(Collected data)
● ● ● ●

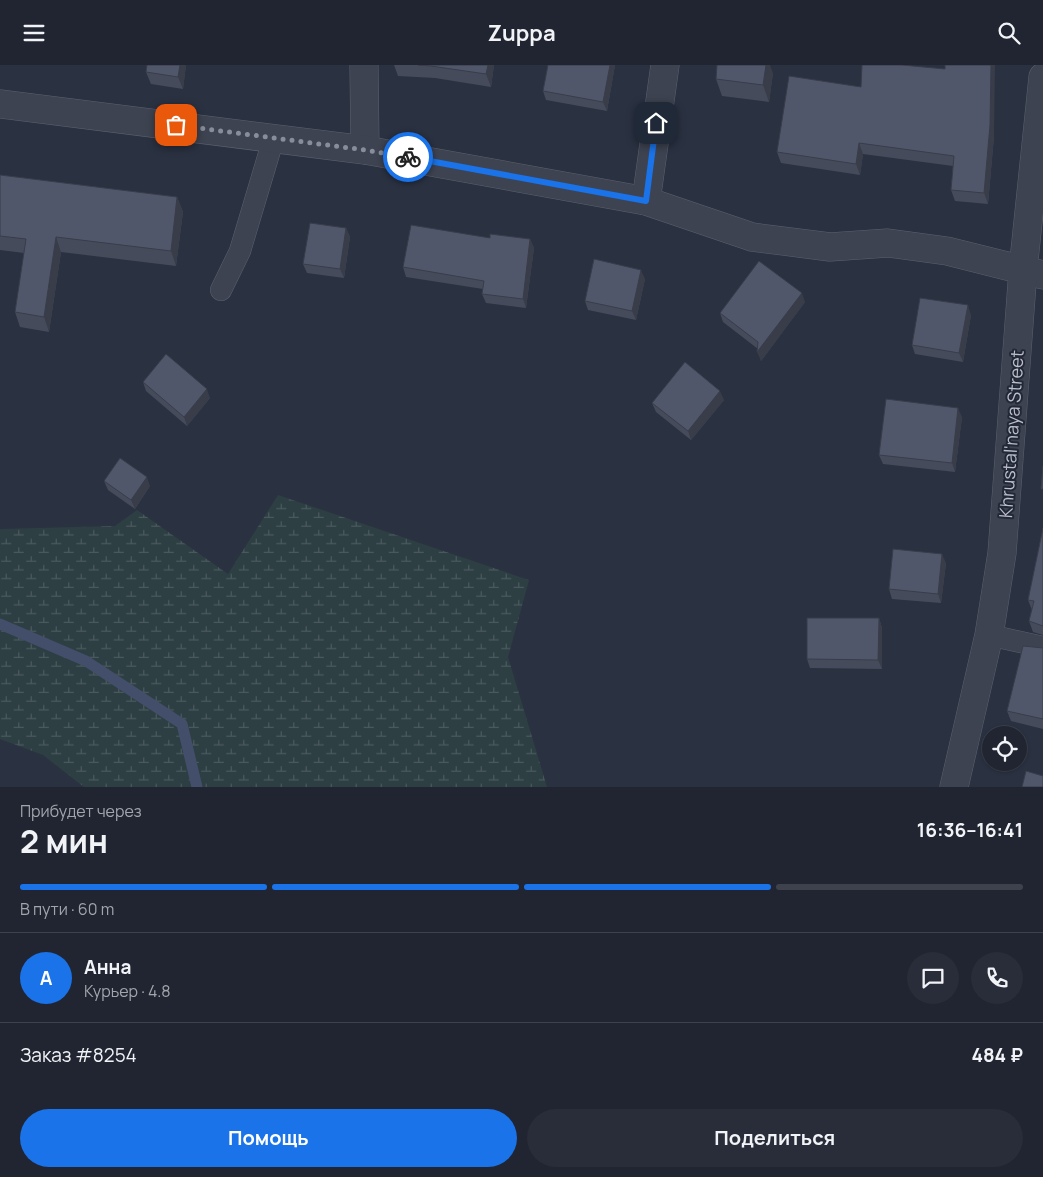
<!DOCTYPE html>
<html lang="ru">
<head>
<meta charset="utf-8">
<style>
	:root { --surface:#202531; --page:#282d39; --text:#f1f3f6; --muted:#a2a5ab; --line:#3d424d; --accent:#1a73e8 }
	body { margin:0; font-family:Manrope,sans-serif; background:var(--page); color:var(--text); height:100vh; display:flex; flex-direction:column; font-size:19px; white-space:nowrap }
	* { box-sizing:border-box; margin:0 }
	p { font-size:16px; color:var(--muted) }
	.icon { flex:none; width:28px; height:28px; fill:none; stroke:currentColor; stroke-width:2; stroke-linecap:round; stroke-linejoin:round }
	.map { position:relative; height:722px; overflow:hidden }
	.details { display:flex; flex-direction:column; background:var(--surface); flex:1 }
	.details>* { flex:none }
	.tools { position:absolute; left:982px; top:661px; display:grid; gap:10px }
	.tools a { display:grid; place-items:center; width:45px; height:45px; border-radius:50%; background:var(--surface); box-shadow:0 1px 4px #0004,0 0 0 1px var(--line); font-size:25px }
	.pin { position:absolute; display:grid; place-items:center; width:42px; height:42px; color:#fff; margin:-21px; border-radius:10px; box-shadow:0 2px 8px #0006 }
	.courier { position:absolute; display:grid; place-items:center; width:50px; height:50px; margin:-25px; border:4px solid #1a73e8; border-radius:50%; background:#fff; color:#222; box-shadow:0 1px 6px #0007 }
	.summary em { font-style:normal; font-weight:700 }
	.summary div { display:flex; flex-direction:column-reverse }
	.summary { display:flex; align-items:center; justify-content:space-between; height:85px; padding:0 20px }
	h1 { font-size:32px; font-weight:700; line-height:38px }
	.bar { display:grid; grid-template-columns:repeat(4,1fr); gap:8px 5px; align-content:center; height:60px; padding:0 20px }
	.bar i { height:6px; border-radius:4px; background:var(--line) }
	.bar .active { background:var(--accent) }
	.bar p { grid-column:span 4 }
	.line { display:flex; align-items:center; gap:12px; padding:0 20px; border-top:1px solid var(--line) }
	.line div { flex:1 }
	.round { display:grid; place-items:center; flex:none; width:52px; height:52px; border-radius:26px; background:var(--page) }
	.primary-button { display:flex; gap:10px; margin-top:auto; padding:10px 20px }
	.primary-button a { flex:1; height:58px; border-radius:30px; background:var(--accent); color:#fff; font-size:20px; font-weight:700; line-height:58px; text-align:center }
	.primary-button a+a { background:var(--page); color:var(--text) }
	header { display:flex; justify-content:space-between; align-items:center; height:65px; padding:0 20px; background:var(--surface); font-size:22px; font-weight:700 }
	.map>svg:first-child { display:block }
	.wetland { fill:url(#wetland-marsh) }
	.lines { fill:none; stroke-linecap:round; stroke-linejoin:round }
	.stream { stroke:#434e6a; stroke-width:11 }
	.lane-casing { stroke:#5c616f; stroke-width:22 }
	.street-casing { stroke:#5c616f; stroke-width:29 }
	.lane { stroke:#3e4351; stroke-width:21 }
	.street { stroke:#3e4351; stroke-width:28 }
	.wall { fill:#464b5b }
	.shaded-wall { fill:#393d4a }
	.building { fill:#51576a; stroke:#393d4a }
	.done { stroke:#888d9b; stroke-width:5; stroke-dasharray:0 9 }
	.route { stroke:#1a73e8; stroke-width:6 }
	.labels { text-anchor:middle; dominant-baseline:central; stroke-width:4; stroke-linejoin:round; paint-order:stroke }
	.street-label { font-size:18px; fill:#bbbfcb; stroke:#232837 }
</style>
</head>
<body>
<header><svg class="icon" aria-label="menu" viewBox="0 0 24 24"><path d="M4 6h16M4 12h16M4 18h16"/></svg>Zuppa<svg class="icon" aria-label="search" viewBox="0 0 24 24"><circle cx="10" cy="10" r="6"/><path d="M15 15l6 6"/></svg></header>
<div class="map">
<svg width="1043" height="722" viewBox="0 0 1043 722">
	<defs>
		<pattern id="wetland-marsh" width="20" height="14" patternUnits="userSpaceOnUse" patternTransform="scale(1.25)"><rect width="20" height="14" fill="#2d3f43"/><path d="M1 5h8M5 5V1M11 12h8M15 12V8" fill="none" stroke="#4a595d"/></pattern>
	</defs>
	<rect width="100%" height="100%" fill="#2a3141"/>
	<path class="wetland" d="M 278,430 L 529,515 L 508,592 L 547,722 L 84,722 L 43,690 L 0,674 L 0,464 L 115,461 L 137,445 L 228,509 Z"/>
	<g class="lines">
		<path class="stream" d="M 0,559 L 86,596 L 182,659 L 197,722"/>
		<g class="lane-casing">
			<g id="lane">
				<path d="M 221,225 L 240,186 L 274,72"/>
				<path d="M 989,570 L 1043,582"/>
			</g>
		</g>
		<g class="street-casing">
			<g id="street">
				<path d="M 364,0 L 365,85"/>
				<path d="M 0,39 L 365,85 L 646,136 L 752,172 L 830,182 L 888,178 L 947,186 L 1043,210"/>
				<path d="M 646,136 L 665,0"/>
				<path d="M 954,722 L 989,570 L 1002,488 L 1023,205 L 1043,12"/>
			</g>
		</g>
		<use href="#lane" class="lane"/>
		<use href="#street" class="street"/>
	</g>
	<g class="wall">
		<path d="M 186,0 L 183,24 L 151,19 L 146,7 Z"/>
		<path d="M 394,0 L 494,0 L 491,22 L 435,13 L 398,11 Z"/>
		<path d="M 548,0 L 615,0 L 607,46 L 546,35 L 543,26 Z"/>
		<path d="M 773,8 L 769,37 L 722,31 L 716,14 Z"/>
		<path d="M 861,22 L 994,71 L 988,139 L 955,136 L 951,125 L 953,101 L 863,89 L 860,110 L 781,98 L 777,87 Z"/>
		<path d="M 0,110 L 177,132 L 183,147 L 176,201 L 61,187 L 49,267 L 20,262 L 15,247 L 24,188 L 0,185 Z"/>
		<path d="M 346,163 L 350,172 L 344,213 L 307,208 L 303,199 Z"/>
		<path d="M 490,173 L 530,174 L 534,183 L 526,243 L 486,238 L 482,229 L 483,224 L 406,212 L 403,202 Z"/>
		<path d="M 645,214 L 636,255 L 588,245 L 585,236 Z"/>
		<path d="M 805,237 L 761,296 L 758,284 L 723,257 L 720,248 Z"/>
		<path d="M 971,250 L 963,297 L 915,289 L 912,280 Z"/>
		<path d="M 143,317 L 210,333 L 187,361 L 146,326 Z"/>
		<path d="M 724,335 L 691,375 L 656,347 L 652,338 Z"/>
		<path d="M 962,352 L 955,407 L 883,399 L 879,390 Z"/>
		<path d="M 104,416 L 150,421 L 135,444 L 108,425 Z"/>
		<path d="M 1043,463 L 1043,570 L 1033,567 L 1029,556 L 1032,545 L 1028,535 Z"/>
		<path d="M 946,498 L 941,538 L 892,534 L 889,524 Z"/>
		<path d="M 879,553 L 882,563 L 882,604 L 810,603 L 807,594 Z"/>
		<path d="M 1043,583 L 1043,664 L 1011,656 L 1007,646 Z"/>
	</g>
	<g class="shaded-wall">
		<path d="M 180,0 L 186,0 L 183,24 L 178,12 Z"/>
		<path d="M 488,0 L 494,0 L 491,22 L 486,9 Z"/>
		<path d="M 610,0 L 615,0 L 607,46 L 603,37 Z"/>
		<path d="M 766,0 L 770,0 L 773,8 L 769,37 L 763,20 Z"/>
		<path d="M 991,0 L 995,0 L 994,71 L 988,139 L 984,128 Z"/>
		<path d="M 859,78 L 863,89 L 860,110 L 856,99 Z"/>
		<path d="M 177,132 L 183,147 L 176,201 L 171,186 Z"/>
		<path d="M 346,163 L 350,172 L 344,213 L 340,204 Z"/>
		<path d="M 56,172 L 61,187 L 49,267 L 44,252 Z"/>
		<path d="M 530,174 L 534,183 L 526,243 L 523,234 Z"/>
		<path d="M 641,205 L 645,214 L 636,255 L 632,246 Z"/>
		<path d="M 802,228 L 805,237 L 761,296 L 757,287 Z"/>
		<path d="M 968,240 L 971,250 L 963,297 L 959,288 Z"/>
		<path d="M 207,324 L 210,333 L 187,361 L 184,352 Z"/>
		<path d="M 720,326 L 724,335 L 691,375 L 688,366 Z"/>
		<path d="M 958,343 L 962,352 L 955,407 L 952,398 Z"/>
		<path d="M 147,412 L 150,421 L 135,444 L 131,435 Z"/>
		<path d="M 942,489 L 946,498 L 941,538 L 938,529 Z"/>
		<path d="M 879,553 L 882,563 L 882,604 L 878,595 Z"/>
	</g>
	<g class="building">
		<path d="M 147,0 L 180,0 L 178,12 L 146,7 Z"/>
		<path d="M 418,0 L 488,0 L 486,9 L 431,1 Z"/>
		<path d="M 548,0 L 610,0 L 603,37 L 543,26 Z"/>
		<path d="M 717,0 L 766,0 L 763,20 L 716,14 Z"/>
		<path d="M 862,0 L 902,0 L 945,4 L 945,0 L 991,0 L 990,60 L 984,128 L 951,125 L 954,91 L 859,78 L 856,99 L 777,87 L 789,11 L 861,22 Z"/>
		<path d="M 0,110 L 177,132 L 171,186 L 56,172 L 44,252 L 15,247 L 26,174 L 0,171 Z"/>
		<path d="M 310,158 L 346,163 L 340,204 L 303,199 Z"/>
		<path d="M 411,160 L 490,173 L 490,169 L 530,174 L 523,234 L 482,229 L 484,216 L 403,202 Z"/>
		<path d="M 594,194 L 641,205 L 632,246 L 585,236 Z"/>
		<path d="M 759,196 L 802,228 L 757,287 L 758,277 L 720,248 Z"/>
		<path d="M 920,233 L 968,240 L 959,288 L 912,280 Z"/>
		<path d="M 166,289 L 207,324 L 184,352 L 143,317 Z"/>
		<path d="M 685,297 L 720,326 L 688,366 L 652,338 Z"/>
		<path d="M 886,334 L 958,343 L 952,398 L 879,390 Z"/>
		<path d="M 120,393 L 147,412 L 131,435 L 104,416 Z"/>
		<path d="M 1043,401 L 1043,424 L 1041,424 Z"/>
		<path d="M 1043,463 L 1043,561 L 1029,556 L 1034,536 L 1028,535 Z"/>
		<path d="M 893,484 L 942,489 L 938,529 L 889,524 Z"/>
		<path d="M 807,553 L 879,553 L 878,595 L 807,594 Z"/>
		<path d="M 1023,581 L 1043,583 L 1043,654 L 1007,646 Z"/>
		<path d="M 1026,706 L 1043,711 L 1043,722 L 1022,722 Z"/>
	</g>
	<g class="lines">
		<path class="done" d="M 176,60 L 365,85 L 408,92"/>
		<path class="route" d="M 408,92 L 646,136 L 656,58"/>
	</g>
	<g class="labels">
		<g class="street-label">
			<text transform="translate(1011 369) rotate(-86)">Khrustal'naya Street</text>
		</g>
	</g>
</svg>
<div class="tools">
<a><svg class="icon" aria-label="locate" viewBox="0 0 24 24"><circle cx="12" cy="12" r="6"/><path d="M12 2v4M12 18v4M2 12h4M18 12h4"/></svg></a>
</div>
<div class="pin" style="left:176px;top:60px;background:#ea580c"><svg class="icon" aria-label="bag" viewBox="0 0 24 24"><path d="M5 8h14l-1 12H6zM9 8a3 3 0 0 1 6 0"/></svg></div>
<div class="pin" style="left:656px;top:58px;background:#1f2937"><svg class="icon" aria-label="home" viewBox="0 0 24 24"><path d="M3 11l9-7 9 7M6 9v11h12V9"/></svg></div>
<div class="courier" style="left:408px;top:92px"><svg class="icon" aria-label="bike" viewBox="0 0 24 24"><circle cx="6" cy="16" r="4"/><circle cx="18" cy="16" r="4"/><path d="M6 16l4-8h5l3 8M10 8l3 8H6M13 5h3"/></svg></div>
</div>
<section class="details">
<div class="summary"><div><h1>2 мин</h1><p>Прибудет через</p></div><em>16:36–16:41</em></div>
<div class="bar"><i class="active"></i><i class="active"></i><i class="active"></i><i></i><p>В пути · 60 m</p></div>
<div class="line" style="height:90px"><b class="round" style="background:var(--accent);color:#fff">А</b><div><b>Анна</b><p>Курьер · 4.8</p></div><a class="round"><svg class="icon" aria-label="chat" viewBox="0 0 24 24"><path d="M4 5h16v11H9l-5 4z"/></svg></a><a class="round"><svg class="icon" aria-label="phone" viewBox="0 0 24 24"><path d="M5 4h4l2 5-3 2q2 4 5 5l2-3 5 2v4C11 20 4 13 5 4z"/></svg></a></div>
<div class="line" style="height:65px"><div>Заказ #8254</div><b>484 ₽</b></div>
<div class="primary-button"><a>Помощь</a><a>Поделиться</a></div>
</section>
</body>
</html>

● ● ● ●

→ **Assignment**
Return only the lines of the records in which the string "header" appears.

→ **Task solution**
	header { display:flex; justify-content:space-between; align-items:center; height:65px; padding:0 20px; background:var(--surface); font-size:22px; font-weight:700 }
<header><svg class="icon" aria-label="menu" viewBox="0 0 24 24"><path d="M4 6h16M4 12h16M4 18h16"/></svg>Zuppa<svg class="icon" aria-label="search" viewBox="0 0 24 24"><circle cx="10" cy="10" r="6"/><path d="M15 15l6 6"/></svg></header>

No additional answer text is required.